> _Exercise_
Please copy exactly the lines that begin with the one containing "Map reading. Read" and end with the last line of the entries.

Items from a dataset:
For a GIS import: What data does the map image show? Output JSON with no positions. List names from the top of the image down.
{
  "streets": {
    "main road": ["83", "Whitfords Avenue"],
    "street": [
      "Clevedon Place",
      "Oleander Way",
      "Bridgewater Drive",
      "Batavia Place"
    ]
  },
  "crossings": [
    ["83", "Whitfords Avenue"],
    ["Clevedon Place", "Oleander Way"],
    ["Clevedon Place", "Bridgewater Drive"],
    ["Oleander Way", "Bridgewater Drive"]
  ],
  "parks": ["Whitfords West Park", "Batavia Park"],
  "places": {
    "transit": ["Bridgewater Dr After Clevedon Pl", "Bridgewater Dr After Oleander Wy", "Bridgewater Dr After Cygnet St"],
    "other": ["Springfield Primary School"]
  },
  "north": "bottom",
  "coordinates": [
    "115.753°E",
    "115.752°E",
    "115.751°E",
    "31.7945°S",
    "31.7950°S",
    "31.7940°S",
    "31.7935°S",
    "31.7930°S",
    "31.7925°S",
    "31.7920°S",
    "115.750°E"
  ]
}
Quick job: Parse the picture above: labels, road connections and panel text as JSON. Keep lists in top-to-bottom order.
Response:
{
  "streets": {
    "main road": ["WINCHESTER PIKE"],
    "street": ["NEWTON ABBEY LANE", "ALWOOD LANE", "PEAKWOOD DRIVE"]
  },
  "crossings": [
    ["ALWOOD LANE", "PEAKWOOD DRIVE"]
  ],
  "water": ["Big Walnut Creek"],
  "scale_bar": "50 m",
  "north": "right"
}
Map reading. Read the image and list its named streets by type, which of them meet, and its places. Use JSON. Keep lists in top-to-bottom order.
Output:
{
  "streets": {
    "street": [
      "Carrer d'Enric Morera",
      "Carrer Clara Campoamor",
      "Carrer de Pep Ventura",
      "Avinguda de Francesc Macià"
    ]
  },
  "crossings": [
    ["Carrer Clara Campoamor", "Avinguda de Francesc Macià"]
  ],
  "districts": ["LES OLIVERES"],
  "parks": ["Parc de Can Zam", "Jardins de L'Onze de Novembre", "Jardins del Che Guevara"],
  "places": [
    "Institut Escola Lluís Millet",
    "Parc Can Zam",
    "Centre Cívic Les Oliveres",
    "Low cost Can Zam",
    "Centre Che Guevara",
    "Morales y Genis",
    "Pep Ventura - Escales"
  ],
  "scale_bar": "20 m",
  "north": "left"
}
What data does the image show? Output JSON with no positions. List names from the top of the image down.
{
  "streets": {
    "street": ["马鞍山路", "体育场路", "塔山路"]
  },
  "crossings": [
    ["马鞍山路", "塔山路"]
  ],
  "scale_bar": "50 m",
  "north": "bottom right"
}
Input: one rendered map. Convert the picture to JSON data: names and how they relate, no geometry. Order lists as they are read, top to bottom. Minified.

> _Answer to the exercise_
Map reading. Read the image and list its named streets by type, which of them meet, and its places. Use JSON. Keep lists in top-to-bottom order.
Output:
{
  "streets": {
    "street": [
      "Carrer d'Enric Morera",
      "Carrer Clara Campoamor",
      "Carrer de Pep Ventura",
      "Avinguda de Francesc Macià"
    ]
  },
  "crossings": [
    ["Carrer Clara Campoamor", "Avinguda de Francesc Macià"]
  ],
  "districts": ["LES OLIVERES"],
  "parks": ["Parc de Can Zam", "Jardins de L'Onze de Novembre", "Jardins del Che Guevara"],
  "places": [
    "Institut Escola Lluís Millet",
    "Parc Can Zam",
    "Centre Cívic Les Oliveres",
    "Low cost Can Zam",
    "Centre Che Guevara",
    "Morales y Genis",
    "Pep Ventura - Escales"
  ],
  "scale_bar": "20 m",
  "north": "left"
}
What data does the image show? Output JSON with no positions. List names from the top of the image down.
{
  "streets": {
    "street": ["马鞍山路", "体育场路", "塔山路"]
  },
  "crossings": [
    ["马鞍山路", "塔山路"]
  ],
  "scale_bar": "50 m",
  "north": "bottom right"
}
Input: one rendered map. Convert the picture to JSON data: names and how they relate, no geometry. Order lists as they are read, top to bottom. Minified.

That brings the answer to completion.